Both monotherapies significantly increased renin activity, while losartan monotherapy also increased angiotensin II (AII) concentration. In both the losartan and quinapril groups, the washout rate was significantly decreased (18.1 +/- 11.4 versus 13.9 +/- 11.0%, P < 0.0002 and 13.3 +/- 9.3 versus 12.3 +/- 9.1%, P < 00001, respectively) without changes in the heart to mediastinum ratio (H/M ratio). Both combined therapies lowered blood pressure to similar levels. A combination therapy with losartan and quinapril significantly increased the H/M ratio (1.93 +/- 0.29 and 2.02 +/- 0.29, P < 0.01) and decreased the washout rate (17.6 +/- 11.0 and 15.3 +/- 9.2%, P < 0.02) without affecting AII concentration, whereas a combination therapy with amlodipine and quinapril therapy did not affect the scintigraphic parameters with an increase in the AII concentration.
With a usual antihypertensive dose, both losartan and quinapril had a little suppressive effect on the cardiac sympathetic activity in essential hypertension. In contrast, the combination therapy with losartan and quinapril, which results in a higher degree of inhibition of the renin-angiotensin system, could suppress the cardiac sympathetic activity effectively.
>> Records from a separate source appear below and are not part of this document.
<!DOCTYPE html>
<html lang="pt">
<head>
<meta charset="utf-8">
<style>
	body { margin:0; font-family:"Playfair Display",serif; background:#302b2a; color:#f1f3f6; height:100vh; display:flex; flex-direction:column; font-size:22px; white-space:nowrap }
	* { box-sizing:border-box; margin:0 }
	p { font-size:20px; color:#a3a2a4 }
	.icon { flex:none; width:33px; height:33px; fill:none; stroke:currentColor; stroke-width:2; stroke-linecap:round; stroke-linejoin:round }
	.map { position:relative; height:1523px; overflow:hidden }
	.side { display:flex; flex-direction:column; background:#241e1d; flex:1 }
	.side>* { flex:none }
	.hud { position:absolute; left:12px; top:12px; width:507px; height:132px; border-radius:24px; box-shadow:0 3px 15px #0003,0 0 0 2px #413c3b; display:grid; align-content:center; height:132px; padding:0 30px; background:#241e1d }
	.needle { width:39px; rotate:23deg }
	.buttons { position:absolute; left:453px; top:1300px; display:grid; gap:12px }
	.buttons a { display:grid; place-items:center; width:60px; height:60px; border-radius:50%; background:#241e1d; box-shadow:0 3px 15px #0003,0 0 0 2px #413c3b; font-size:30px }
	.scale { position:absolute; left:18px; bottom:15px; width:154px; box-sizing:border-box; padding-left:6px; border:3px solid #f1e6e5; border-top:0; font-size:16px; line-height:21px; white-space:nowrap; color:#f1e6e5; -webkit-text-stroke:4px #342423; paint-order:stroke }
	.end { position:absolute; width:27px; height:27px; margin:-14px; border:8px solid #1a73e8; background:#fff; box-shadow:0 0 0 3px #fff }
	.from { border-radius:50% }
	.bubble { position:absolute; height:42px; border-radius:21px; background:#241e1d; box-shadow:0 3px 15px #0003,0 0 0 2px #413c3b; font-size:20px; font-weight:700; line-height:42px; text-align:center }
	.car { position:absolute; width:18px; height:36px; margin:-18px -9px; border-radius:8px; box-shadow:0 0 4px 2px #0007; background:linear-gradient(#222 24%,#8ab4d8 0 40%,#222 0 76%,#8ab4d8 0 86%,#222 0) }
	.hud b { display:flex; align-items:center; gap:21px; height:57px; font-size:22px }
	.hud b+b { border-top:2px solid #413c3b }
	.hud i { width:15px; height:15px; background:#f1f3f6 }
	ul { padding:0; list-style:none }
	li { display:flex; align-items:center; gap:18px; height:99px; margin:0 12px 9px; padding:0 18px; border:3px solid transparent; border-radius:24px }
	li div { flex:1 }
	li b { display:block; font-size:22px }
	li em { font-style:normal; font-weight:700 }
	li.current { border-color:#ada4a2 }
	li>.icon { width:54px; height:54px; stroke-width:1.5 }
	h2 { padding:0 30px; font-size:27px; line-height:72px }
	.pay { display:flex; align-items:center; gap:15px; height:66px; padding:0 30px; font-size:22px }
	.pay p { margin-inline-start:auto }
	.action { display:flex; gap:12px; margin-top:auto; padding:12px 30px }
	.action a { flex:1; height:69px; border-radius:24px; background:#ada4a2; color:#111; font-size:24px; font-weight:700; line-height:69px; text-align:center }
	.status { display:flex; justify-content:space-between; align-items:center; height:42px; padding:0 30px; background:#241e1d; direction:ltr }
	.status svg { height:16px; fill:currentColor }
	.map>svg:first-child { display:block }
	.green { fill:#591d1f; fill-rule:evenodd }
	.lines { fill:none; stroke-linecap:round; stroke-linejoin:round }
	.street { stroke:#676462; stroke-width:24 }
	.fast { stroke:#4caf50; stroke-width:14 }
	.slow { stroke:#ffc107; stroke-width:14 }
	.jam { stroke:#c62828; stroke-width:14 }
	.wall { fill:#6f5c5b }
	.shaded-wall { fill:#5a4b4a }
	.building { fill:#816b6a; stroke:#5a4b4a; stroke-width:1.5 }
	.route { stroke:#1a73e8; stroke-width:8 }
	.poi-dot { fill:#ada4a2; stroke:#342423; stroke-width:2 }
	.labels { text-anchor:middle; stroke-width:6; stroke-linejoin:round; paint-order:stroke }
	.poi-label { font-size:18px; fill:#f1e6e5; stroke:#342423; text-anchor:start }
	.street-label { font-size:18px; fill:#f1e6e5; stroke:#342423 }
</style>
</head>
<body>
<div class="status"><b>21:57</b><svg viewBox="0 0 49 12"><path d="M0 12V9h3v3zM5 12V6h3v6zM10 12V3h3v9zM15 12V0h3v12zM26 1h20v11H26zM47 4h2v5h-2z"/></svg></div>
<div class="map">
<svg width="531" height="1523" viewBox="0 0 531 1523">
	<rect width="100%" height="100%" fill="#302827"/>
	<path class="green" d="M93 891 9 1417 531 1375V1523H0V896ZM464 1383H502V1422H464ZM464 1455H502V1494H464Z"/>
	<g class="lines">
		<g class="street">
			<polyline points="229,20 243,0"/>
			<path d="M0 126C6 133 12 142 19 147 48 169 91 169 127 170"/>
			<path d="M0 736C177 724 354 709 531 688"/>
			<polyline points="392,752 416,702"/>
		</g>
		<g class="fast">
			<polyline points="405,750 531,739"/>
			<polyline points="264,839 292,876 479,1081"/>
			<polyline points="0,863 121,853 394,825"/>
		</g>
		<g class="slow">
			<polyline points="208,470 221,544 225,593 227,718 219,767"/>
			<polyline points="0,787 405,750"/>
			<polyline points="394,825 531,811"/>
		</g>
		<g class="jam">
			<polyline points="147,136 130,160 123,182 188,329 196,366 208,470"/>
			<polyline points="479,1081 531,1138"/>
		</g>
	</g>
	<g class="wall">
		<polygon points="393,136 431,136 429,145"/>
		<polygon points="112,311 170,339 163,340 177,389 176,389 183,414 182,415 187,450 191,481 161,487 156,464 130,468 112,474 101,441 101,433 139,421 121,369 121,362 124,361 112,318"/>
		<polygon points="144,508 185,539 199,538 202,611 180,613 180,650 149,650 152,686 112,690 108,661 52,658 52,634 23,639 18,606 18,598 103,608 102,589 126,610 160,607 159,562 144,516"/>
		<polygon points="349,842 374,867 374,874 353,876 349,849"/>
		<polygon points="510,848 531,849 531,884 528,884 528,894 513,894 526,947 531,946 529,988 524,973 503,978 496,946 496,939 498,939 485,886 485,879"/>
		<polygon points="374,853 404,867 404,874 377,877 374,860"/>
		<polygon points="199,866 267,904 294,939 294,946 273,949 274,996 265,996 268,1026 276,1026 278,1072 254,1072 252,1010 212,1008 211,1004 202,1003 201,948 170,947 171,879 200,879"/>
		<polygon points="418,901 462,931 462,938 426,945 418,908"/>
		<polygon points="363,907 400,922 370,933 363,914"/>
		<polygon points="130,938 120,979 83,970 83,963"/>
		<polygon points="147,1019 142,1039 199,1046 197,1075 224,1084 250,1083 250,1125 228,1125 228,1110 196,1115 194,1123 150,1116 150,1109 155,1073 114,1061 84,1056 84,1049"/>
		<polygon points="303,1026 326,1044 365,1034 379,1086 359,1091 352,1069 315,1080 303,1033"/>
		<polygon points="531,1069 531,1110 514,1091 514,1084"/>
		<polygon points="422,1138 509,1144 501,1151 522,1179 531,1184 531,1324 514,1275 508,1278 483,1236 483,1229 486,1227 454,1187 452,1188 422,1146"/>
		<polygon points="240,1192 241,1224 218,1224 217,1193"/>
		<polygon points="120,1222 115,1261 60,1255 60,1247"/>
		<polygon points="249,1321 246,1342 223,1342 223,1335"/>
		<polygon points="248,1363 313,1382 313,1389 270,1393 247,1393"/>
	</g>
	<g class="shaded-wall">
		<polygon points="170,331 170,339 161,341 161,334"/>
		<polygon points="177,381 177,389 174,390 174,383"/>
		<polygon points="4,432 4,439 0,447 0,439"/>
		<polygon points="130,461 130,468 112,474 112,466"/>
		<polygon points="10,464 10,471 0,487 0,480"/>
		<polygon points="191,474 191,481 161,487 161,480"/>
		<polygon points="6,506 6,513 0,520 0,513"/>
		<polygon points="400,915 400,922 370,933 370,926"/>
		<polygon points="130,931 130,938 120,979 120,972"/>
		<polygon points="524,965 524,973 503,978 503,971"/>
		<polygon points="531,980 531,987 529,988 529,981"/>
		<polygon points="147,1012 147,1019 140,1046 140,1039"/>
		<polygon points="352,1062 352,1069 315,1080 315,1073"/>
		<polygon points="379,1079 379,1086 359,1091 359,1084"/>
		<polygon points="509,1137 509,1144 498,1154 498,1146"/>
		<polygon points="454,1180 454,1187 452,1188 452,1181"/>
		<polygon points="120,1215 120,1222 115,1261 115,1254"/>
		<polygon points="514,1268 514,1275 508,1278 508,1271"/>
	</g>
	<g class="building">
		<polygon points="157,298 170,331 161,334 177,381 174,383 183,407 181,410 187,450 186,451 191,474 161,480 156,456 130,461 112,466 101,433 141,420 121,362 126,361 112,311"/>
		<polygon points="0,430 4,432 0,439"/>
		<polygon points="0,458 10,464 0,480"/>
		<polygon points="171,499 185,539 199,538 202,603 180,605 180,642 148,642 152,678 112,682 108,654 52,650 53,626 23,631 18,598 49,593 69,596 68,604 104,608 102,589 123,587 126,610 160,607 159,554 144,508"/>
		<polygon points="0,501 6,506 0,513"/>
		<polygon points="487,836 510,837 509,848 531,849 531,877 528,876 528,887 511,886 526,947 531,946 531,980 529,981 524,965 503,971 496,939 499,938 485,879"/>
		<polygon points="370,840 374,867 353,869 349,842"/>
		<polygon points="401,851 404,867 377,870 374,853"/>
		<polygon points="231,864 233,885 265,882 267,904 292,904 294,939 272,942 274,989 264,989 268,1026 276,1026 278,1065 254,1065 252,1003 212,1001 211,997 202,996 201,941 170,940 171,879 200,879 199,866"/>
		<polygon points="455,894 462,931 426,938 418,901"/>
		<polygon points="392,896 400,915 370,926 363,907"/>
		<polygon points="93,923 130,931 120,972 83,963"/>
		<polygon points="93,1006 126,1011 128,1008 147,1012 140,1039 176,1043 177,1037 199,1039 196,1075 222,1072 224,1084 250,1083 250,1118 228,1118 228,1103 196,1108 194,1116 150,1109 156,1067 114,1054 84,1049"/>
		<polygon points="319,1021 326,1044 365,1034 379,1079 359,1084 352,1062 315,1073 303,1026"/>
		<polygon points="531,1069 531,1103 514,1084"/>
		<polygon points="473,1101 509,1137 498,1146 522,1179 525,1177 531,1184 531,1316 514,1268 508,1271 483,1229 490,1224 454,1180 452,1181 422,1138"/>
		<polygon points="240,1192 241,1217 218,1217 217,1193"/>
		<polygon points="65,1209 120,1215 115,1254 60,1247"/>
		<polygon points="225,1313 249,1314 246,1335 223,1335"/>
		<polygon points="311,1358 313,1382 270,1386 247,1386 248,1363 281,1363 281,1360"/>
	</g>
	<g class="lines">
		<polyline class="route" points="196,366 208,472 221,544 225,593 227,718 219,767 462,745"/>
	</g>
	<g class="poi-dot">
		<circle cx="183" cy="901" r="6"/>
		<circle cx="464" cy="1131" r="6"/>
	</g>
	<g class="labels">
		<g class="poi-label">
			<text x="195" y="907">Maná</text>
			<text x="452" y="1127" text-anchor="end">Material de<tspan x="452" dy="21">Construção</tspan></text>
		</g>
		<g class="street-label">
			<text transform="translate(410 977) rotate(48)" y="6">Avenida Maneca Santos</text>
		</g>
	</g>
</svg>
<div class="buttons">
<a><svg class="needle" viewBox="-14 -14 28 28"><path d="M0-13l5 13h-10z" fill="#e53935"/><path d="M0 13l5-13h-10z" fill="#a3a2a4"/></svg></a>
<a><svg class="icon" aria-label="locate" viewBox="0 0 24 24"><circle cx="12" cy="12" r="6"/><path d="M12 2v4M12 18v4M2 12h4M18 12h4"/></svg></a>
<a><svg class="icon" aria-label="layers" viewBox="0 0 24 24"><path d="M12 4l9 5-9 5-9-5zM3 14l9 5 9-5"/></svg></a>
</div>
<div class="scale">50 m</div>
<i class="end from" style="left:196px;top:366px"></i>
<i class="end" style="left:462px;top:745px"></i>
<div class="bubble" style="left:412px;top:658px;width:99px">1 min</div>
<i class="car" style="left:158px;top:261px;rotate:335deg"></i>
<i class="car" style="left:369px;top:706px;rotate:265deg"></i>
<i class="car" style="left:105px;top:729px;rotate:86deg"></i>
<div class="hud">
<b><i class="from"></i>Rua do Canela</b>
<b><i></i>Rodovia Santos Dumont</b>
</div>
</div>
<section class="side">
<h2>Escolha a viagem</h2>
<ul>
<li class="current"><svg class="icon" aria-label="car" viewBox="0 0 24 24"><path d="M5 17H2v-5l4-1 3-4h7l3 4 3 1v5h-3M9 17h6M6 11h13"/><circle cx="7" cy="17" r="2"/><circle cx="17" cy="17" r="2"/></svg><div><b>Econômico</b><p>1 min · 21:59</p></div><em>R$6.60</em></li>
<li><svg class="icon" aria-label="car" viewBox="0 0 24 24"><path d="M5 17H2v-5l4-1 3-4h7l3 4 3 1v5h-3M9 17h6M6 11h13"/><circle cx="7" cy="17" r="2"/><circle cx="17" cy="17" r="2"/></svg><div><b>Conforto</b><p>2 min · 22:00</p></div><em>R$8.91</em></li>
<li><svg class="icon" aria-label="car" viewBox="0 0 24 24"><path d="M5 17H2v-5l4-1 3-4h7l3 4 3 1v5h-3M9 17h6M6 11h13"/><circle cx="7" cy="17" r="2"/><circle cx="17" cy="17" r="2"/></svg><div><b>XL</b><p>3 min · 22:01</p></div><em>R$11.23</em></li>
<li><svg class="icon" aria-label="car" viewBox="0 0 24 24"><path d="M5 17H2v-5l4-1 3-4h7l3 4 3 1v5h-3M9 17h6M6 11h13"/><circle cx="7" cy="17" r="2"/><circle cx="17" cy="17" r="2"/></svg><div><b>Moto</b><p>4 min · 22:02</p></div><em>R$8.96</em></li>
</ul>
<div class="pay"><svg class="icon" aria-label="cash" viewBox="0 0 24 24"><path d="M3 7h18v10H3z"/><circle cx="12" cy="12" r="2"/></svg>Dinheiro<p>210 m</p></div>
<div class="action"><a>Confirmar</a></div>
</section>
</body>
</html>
交感神经系统和肾素 - 血管紧张素系统在原发性高血压中起重要作用。本研究旨在评估氯沙坦或其与喹那普利联合应用对原发性高血压患者心脏神经系统和神经激素状态的影响。
在静冈总医院对105例轻度原发性高血压患者进行随机对照研究。在第1阶段,40例高血压患者被随机分为氯沙坦(50毫克)组或喹那普利(10毫克)组。在第2阶段,65例高血压患者在接受3个月10毫克喹那普利单药治疗后,被随机分为在喹那普利基础上加用50毫克氯沙坦(n = 32)或5毫克氨氯地平(n = 33)的组,并再治疗3个月。所有患者在治疗前和治疗3个月后均接受[(123)I]间碘苄胍(MIBG)显像和神经激素测量。
两种单药治疗均显著提高肾素活性,而氯沙坦单药治疗还增加了血管紧张素II(AII)浓度。在氯沙坦组和喹那普利组中,洗脱率均显著降低(分别为18.1±11.4对13.9±11.0%,P < 0.0002;13.3±9.3对12.3±9.1%,P < 0.0001),而心纵隔比(H/M比)无变化。两种联合治疗均将血压降至相似水平。氯沙坦与喹那普利联合治疗显著提高了H/M比(1.93±0.29和2.02±0.29,P < 0.01)并降低了洗脱率(17.6±11.0和15.3±9.2%,P < 0.02),且不影响AII浓度,而氨氯地平与喹那普利联合治疗未影响闪烁显像参数,但AII浓度升高。
在常用降压剂量下,氯沙坦和喹那普利对原发性高血压患者心脏交感神经活性均有轻微抑制作用。相比之下,氯沙坦与喹那普利联合治疗对肾素 - 血管紧张素系统的抑制程度更高,可有效抑制心脏交感神经活性。